Oatmeal crumb topping

1/2 cup all purpose flour

1/2 cup rolled oats

1/3 cup dark brown sugar

1 rounded 1/2 teaspoon cinnamon

1/8 teaspoon baking soda

4 tablespoons COLD unsalted butter, cut into cubes

With your fingers, work the ingredients for the crumb topping until the butter is pea-sized and well coated with everything else.

Directions

  1. Combine the first 5 ingredients in a bowl, tossing the berries gently.
  2. Preheat the oven to 350 degrees F and lavishly butter and lightly flour your pan. Use a pan that has a good weight to it. Cream the butter, sugar,vanilla and salt until creamy. I used a heavy duty standing mixer, but this could be done by hand.
  3. Add eggs one at a time and scrape the bowl as you go. Sift the flour, cornmeal (as best you can) and the baking powder over the batter and gently fold it in. Slowly add the buttermilk and mix through until no streaks show.
  4. Pour the batter into the prepared pan and even out the top.
  5. Pour the berry mixture on top and spread it evenly over the batter.
  6. Sprinkle the oatmeal crumb mixture evenly over the top and bake until a toothpick comes out clean from the cake part. Depending on your oven, this can take between an hour and an hour and 15 minutes.
  7. You can turn this out of the pan after about 20 minutes flipping it over onto a plate, but I couldn’t see the point. I cut it in the pan and served it from there, still slightly warm from the oven. It was wonderful. This will last about 3 days if you can manage to not eat it. I dare you!

Farmer’s Market Bounty

market pickles   market herbsmarket mushrooms

One of the many nice things about summer in Chicago is the Farmer’s Market. I live and work downtown and there is a market on both Tuesdays and Thursdays near my office. It’s not as spectacular as some markets, but there is always a lot of hustle and bustle. The difficult part for me is to remember that I actually have to carry home what I buy, which means walking or the “L.” I sometimes get carried away….
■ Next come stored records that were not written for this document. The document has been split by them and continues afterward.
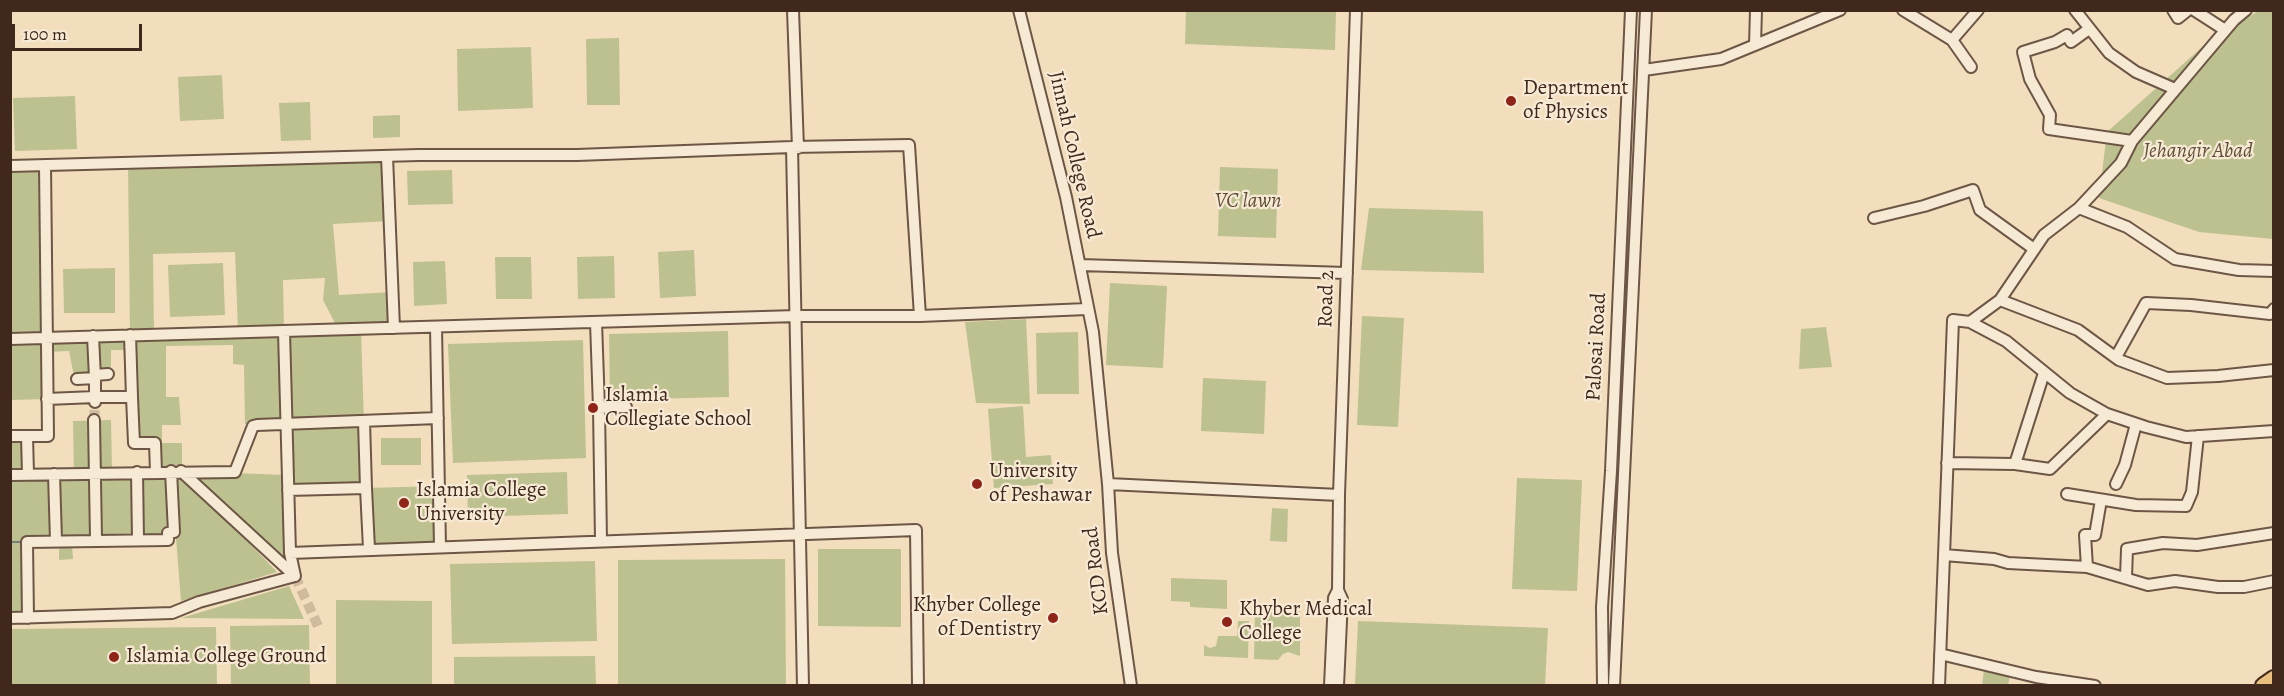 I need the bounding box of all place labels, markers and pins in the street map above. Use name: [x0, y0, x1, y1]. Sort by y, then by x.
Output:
place label: Department of Physics: [1523, 76, 1628, 126]
marker: Department of Physics: [1504, 94, 1518, 108]
place label: Islamia Collegiate School: [605, 383, 751, 433]
marker: Islamia Collegiate School: [586, 401, 600, 415]
place label: University of Peshawar: [989, 459, 1092, 509]
marker: University of Peshawar: [970, 477, 984, 491]
place label: Islamia College University: [416, 478, 546, 528]
marker: Islamia College University: [397, 496, 411, 510]
place label: Khyber College of Dentistry: [913, 593, 1041, 643]
place label: Khyber Medical College: [1239, 597, 1372, 647]
marker: Khyber College of Dentistry: [1046, 611, 1060, 625]
marker: Khyber Medical College: [1220, 615, 1234, 629]
place label: Islamia College Ground: [126, 644, 327, 670]
marker: Islamia College Ground: [107, 650, 121, 664]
After purchasing gorgeous strawberries, asparagus, kohlrabi and arugula, I knew that I had to do them justice. Farmer's bounty

The lemon thyme and basil plants are from a previous farmer’s market visit. We’ll see how long it takes me to kill them!

I had bought some Copper River Sockeye Salmon the day before and decided to simply bake the fish with fresh lime juice, Kosher salt, cracked pepper, paprika a few Panko crumbs on top and a drizzle of EVOO. If the fish is good – and really, why buy it if it isn’t? – I like to keep the cooking simple to taste the fish. I prepared my asparagus by lightly peeling and trimming the stalks. I made bundles of 4 asparagus each and wrapped them in a slice of speck (prosciutto works just as well). I then sprinkled Kosher salt, a few cracks of black pepper and a good drizzle of EVOO. roasted asparagus

I roasted them at 420 degrees F for about 18 minutes.
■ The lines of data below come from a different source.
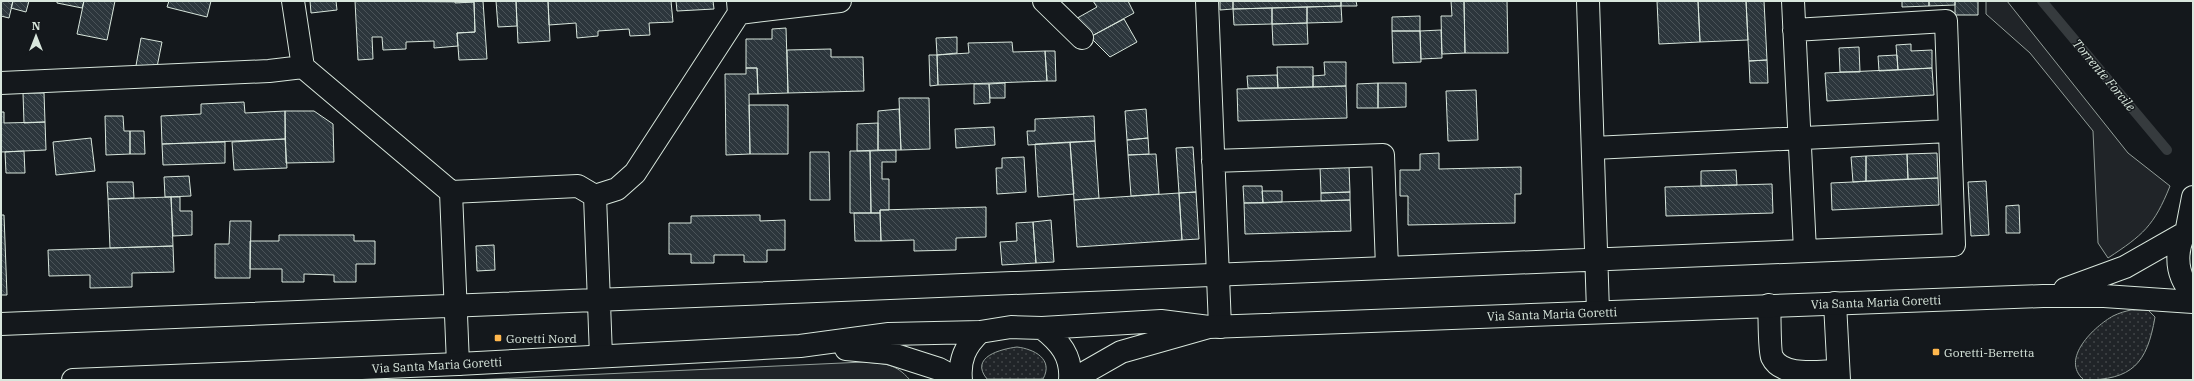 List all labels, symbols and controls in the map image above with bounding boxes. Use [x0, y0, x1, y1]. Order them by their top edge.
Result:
north arrow [16, 16, 56, 56]
text: N [32, 19, 41, 33]
water label: Torrente Forcile [2069, 35, 2139, 115]
street label: Via Santa Maria Goretti [1811, 292, 1942, 312]
street label: Via Santa Maria Goretti [1487, 304, 1618, 324]
place label: Goretti Nord [506, 331, 577, 346]
marker: Goretti Nord [493, 333, 503, 343]
place label: Goretti-Berretta [1944, 345, 2035, 360]
marker: Goretti-Berretta [1931, 347, 1941, 357]
street label: Via Santa Maria Goretti [371, 354, 503, 376] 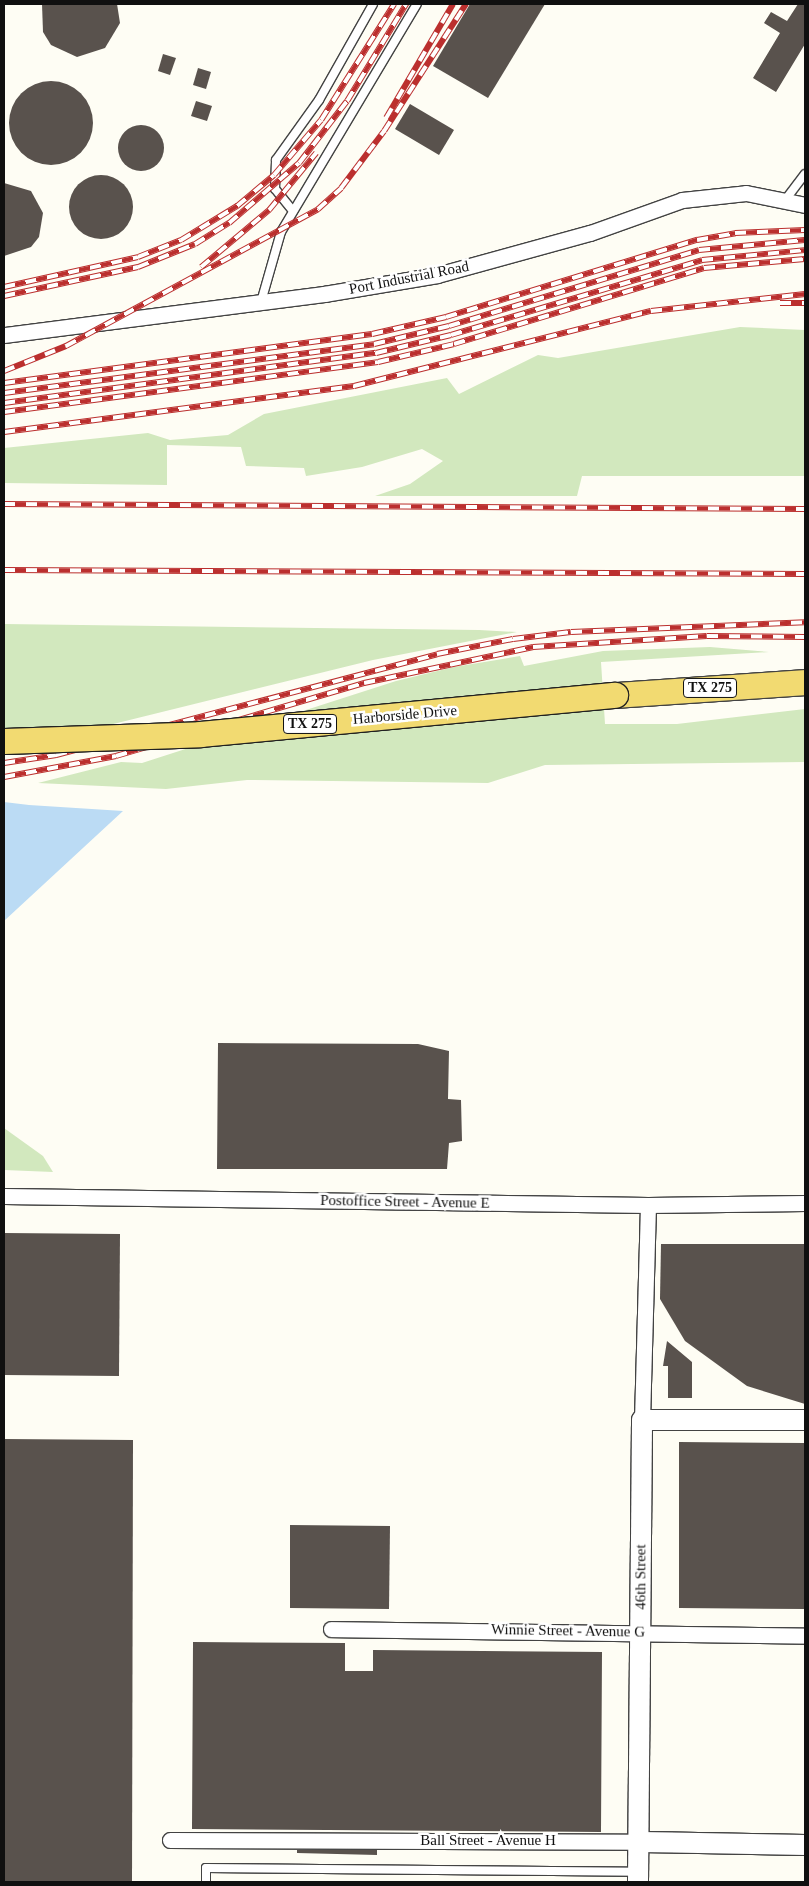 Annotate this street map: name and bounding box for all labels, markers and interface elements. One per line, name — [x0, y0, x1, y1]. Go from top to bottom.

I then prepared my kohlrabi. I had three kohlrabi in my bunch. Try to pick the bulbs so they are not too ginormous and not too tiny. Like Goldilocks – just right.

I just peel them, thinly slice them (I used a knife but you can use a mandolin. Just be careful! I bare many mandolin scars. I squeezed the juice of two limes (or lemons would work) over the slices, generously sprinkled cumin, Kosher salt and cracked pepper. I then added 1 tsp. of crushed garlic, sprinkled some Hungarian sweet paprika and a good drizzling of Meyer lemon EVOO on top. (A good quality regular EVOO is just fine. I mixed the pieces of kohlrabi with the dressing and let it sit while dinner cooked. On to the freekeh. I love that name!

Freekeh is  a cereal food made from green wheat and is big in Middle Eastern cuisine. I buy mine from Nuts.com, which is a fabulous source for nuts, dried fruit, spices and all kinds of treats. It’s family-owned, they couldn’t be nicer and they have the funniest shipping boxes I have ever seen.

I Googled how to cook the freekeh which is pretty easy. You lightly toast it in a dry pan to release the aroma of the wheat. Then add 2 cups of water to one cup of freekeh and 1/2 tsp. salt. Bring this to a boil, cover, reduce the heat to a simmer and cook for about 20-25 minutes or until the water is almost gone. Turn off the heat, remove the lid and cover the pot with a clean dishtowel and replace the lid for 10 minutes to steam the grain. Remove the lid and let sit for another 8-10 minutes. Then it’s up to you. You can herb it up, add garlic, fresh scallions or shallots, lemon juice and it hot or you can let it cool and throw in some chopped tomatoes, mint and parsley. Leftovers (assuming you have any) are great with diced grilled or roasted chicken or shrimp. Get creative. You can do pretty much the same things with faro – another great grain.

So my fish and asparagus were ready and I dished everything out and served it with a Truett Hurst 2013 Zinfandel Rose. Frances and Matthew introduced us to this wonderful winery on one of our trips together and everything is good, but their Zins are great!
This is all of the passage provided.